This Chrome extension lets you revoke access to emails you sent, but the destruction involved leaves a mark.

Matt Elliott Contributor
Matt Elliott, a technology writer for more than a decade, is a PC tester and Mac user based in New Hampshire.
Matt Elliott
2 min read

Screenshot by Matt Elliott/CNET

Wish you hadn't just hit send on a email? Gmail's Undo Send feature gives you 30 seconds to put a stop to a regrettable email. Really, all it does delay the sending of any email -- up to 30 seconds. Chrome extension Dmail provides an alternate way to pull back an email, though it doesn't cover all of your tracks.
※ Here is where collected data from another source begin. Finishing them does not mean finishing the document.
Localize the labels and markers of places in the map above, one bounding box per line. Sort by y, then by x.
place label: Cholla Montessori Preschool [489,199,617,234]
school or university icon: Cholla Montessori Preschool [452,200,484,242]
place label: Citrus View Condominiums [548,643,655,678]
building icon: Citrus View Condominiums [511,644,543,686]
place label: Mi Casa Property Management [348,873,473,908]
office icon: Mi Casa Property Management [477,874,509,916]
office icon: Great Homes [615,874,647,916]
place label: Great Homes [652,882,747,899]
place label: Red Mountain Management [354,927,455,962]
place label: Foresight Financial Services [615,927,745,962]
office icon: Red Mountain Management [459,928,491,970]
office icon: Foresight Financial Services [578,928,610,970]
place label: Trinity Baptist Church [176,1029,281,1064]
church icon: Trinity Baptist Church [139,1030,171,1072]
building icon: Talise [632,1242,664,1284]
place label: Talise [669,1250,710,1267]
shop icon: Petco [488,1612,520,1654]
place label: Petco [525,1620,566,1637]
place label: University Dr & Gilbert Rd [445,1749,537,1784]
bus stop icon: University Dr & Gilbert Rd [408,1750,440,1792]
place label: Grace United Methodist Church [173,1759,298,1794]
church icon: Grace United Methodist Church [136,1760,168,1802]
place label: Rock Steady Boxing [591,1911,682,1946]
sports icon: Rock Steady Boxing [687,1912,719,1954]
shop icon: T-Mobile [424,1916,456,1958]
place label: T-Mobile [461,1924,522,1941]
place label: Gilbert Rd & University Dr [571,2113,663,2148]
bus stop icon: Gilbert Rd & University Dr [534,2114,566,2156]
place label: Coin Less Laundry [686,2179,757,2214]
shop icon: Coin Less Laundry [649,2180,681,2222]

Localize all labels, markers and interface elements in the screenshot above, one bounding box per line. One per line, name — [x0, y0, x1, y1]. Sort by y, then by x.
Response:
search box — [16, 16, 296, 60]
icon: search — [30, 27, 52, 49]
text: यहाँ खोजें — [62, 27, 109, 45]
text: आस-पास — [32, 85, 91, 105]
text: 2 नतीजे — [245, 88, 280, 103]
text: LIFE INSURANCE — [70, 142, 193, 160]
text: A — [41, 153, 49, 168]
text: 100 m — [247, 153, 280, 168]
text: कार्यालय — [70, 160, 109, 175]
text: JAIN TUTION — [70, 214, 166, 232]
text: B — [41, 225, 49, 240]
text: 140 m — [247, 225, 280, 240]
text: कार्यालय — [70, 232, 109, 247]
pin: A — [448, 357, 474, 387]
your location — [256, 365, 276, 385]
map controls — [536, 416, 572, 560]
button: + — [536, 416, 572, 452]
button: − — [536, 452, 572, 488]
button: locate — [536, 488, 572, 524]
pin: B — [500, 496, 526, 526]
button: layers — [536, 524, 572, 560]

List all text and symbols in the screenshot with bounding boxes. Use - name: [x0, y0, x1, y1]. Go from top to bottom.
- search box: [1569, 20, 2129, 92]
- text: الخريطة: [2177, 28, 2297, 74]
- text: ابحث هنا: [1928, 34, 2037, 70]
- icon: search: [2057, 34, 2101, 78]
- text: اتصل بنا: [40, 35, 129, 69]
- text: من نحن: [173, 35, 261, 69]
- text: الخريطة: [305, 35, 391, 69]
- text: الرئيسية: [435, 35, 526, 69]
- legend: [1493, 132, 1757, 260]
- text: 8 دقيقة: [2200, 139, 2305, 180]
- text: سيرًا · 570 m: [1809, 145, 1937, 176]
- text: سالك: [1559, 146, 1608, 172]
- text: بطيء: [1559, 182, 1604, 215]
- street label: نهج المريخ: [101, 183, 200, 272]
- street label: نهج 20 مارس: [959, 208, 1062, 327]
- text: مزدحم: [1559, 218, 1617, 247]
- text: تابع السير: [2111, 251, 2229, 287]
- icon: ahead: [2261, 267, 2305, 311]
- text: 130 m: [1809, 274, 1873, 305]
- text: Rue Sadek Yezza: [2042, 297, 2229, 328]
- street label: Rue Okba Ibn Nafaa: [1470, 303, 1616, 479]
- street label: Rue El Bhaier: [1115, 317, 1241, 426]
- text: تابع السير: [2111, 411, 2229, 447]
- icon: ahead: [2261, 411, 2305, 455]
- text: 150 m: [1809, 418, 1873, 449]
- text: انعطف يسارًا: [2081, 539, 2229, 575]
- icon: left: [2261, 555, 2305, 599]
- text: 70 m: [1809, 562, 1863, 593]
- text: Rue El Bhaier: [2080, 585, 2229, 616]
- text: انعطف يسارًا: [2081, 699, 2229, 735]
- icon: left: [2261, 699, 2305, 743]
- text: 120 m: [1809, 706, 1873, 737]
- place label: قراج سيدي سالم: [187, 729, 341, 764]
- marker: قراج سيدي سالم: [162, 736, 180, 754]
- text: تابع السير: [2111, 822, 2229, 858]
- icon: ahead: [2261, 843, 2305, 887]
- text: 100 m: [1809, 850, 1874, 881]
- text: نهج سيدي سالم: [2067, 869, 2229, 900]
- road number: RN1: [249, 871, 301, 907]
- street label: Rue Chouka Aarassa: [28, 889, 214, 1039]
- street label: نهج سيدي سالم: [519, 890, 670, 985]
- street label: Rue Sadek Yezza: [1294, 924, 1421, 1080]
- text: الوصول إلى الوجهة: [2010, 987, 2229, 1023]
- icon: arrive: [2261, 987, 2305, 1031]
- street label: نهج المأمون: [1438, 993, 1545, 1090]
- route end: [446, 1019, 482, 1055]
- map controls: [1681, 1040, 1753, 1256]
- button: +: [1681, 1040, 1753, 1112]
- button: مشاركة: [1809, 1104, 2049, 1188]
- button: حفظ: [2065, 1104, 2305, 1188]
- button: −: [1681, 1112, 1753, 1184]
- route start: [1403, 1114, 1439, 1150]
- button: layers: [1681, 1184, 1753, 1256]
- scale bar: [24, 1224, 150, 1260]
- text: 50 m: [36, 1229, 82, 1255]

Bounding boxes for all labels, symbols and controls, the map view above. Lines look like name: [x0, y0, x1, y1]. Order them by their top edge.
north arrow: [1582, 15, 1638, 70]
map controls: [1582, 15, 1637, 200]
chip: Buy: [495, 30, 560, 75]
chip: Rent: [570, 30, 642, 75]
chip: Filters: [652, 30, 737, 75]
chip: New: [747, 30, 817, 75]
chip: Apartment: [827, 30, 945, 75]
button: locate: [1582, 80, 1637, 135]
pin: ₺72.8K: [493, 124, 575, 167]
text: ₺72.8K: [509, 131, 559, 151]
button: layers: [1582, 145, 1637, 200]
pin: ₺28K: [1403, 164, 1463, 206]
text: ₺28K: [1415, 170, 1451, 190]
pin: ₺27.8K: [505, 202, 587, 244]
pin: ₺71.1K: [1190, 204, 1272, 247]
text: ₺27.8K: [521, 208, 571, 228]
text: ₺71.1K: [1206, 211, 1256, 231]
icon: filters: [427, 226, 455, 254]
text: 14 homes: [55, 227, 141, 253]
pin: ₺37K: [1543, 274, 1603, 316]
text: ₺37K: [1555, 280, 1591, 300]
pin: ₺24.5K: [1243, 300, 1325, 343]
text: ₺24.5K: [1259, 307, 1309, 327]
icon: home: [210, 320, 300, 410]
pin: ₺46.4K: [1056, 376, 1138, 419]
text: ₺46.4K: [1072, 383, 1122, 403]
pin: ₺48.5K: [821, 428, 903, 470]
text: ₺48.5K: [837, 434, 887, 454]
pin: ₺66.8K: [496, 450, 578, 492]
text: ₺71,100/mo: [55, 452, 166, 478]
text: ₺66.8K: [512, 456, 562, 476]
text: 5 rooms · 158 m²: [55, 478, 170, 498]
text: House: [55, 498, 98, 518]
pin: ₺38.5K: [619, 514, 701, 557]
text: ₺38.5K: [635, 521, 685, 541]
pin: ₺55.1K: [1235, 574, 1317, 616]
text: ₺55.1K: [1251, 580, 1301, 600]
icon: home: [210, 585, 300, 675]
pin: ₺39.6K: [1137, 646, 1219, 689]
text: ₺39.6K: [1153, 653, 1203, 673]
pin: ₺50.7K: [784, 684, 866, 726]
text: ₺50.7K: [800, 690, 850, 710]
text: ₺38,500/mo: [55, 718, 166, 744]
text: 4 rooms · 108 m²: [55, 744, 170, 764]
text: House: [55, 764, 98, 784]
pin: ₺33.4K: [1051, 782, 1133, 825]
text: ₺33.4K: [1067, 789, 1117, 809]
Dmail adds two items to your Gmail account. First, it adds a line to the Compose window with a toggle switch to enable or disable the extension and, if enabled, a time in the future to destroy the email: Never, In 1 hour, In 1 day or In 1 week. The second item lets you destroy any email you sent previously with Dmail. Click All Dmails at the top of your Gmail inbox to view a list or your emails sent with Dmail, any of which you can open and hit a Revoke Email button.

An email revoked by either method does not erase all evidence of your message. The email will remain in the recipient's inbox, but the message's content will now be encrypted and unreadable. (Or more accurately stated, the encryption key will be revoked for the already encrypted email.) The subject line of a revoked email, however, remains unchanged and very readable, which means an angry email with an ALL CAPS subject line could still cause you trouble.

Recipients do not need to have Dmail installed to read emails. In place of the content of your email, they will see a line about receiving a secure message via Dmail with a View Message button that opens your email in a Chrome tab. Recipients with Dmail, however, can read Dmails right from within Gmail.

While Dmail lets you prevent someone reading an email you sent and gives you up to a week to so automatically, it doesn't erase all evidence, making it better suited for sending the code to a lock or another bit of sensitive information you don't want hanging around forever in someone's inbox as opposed to attempting to take back a hastily worded, ill-tempered email.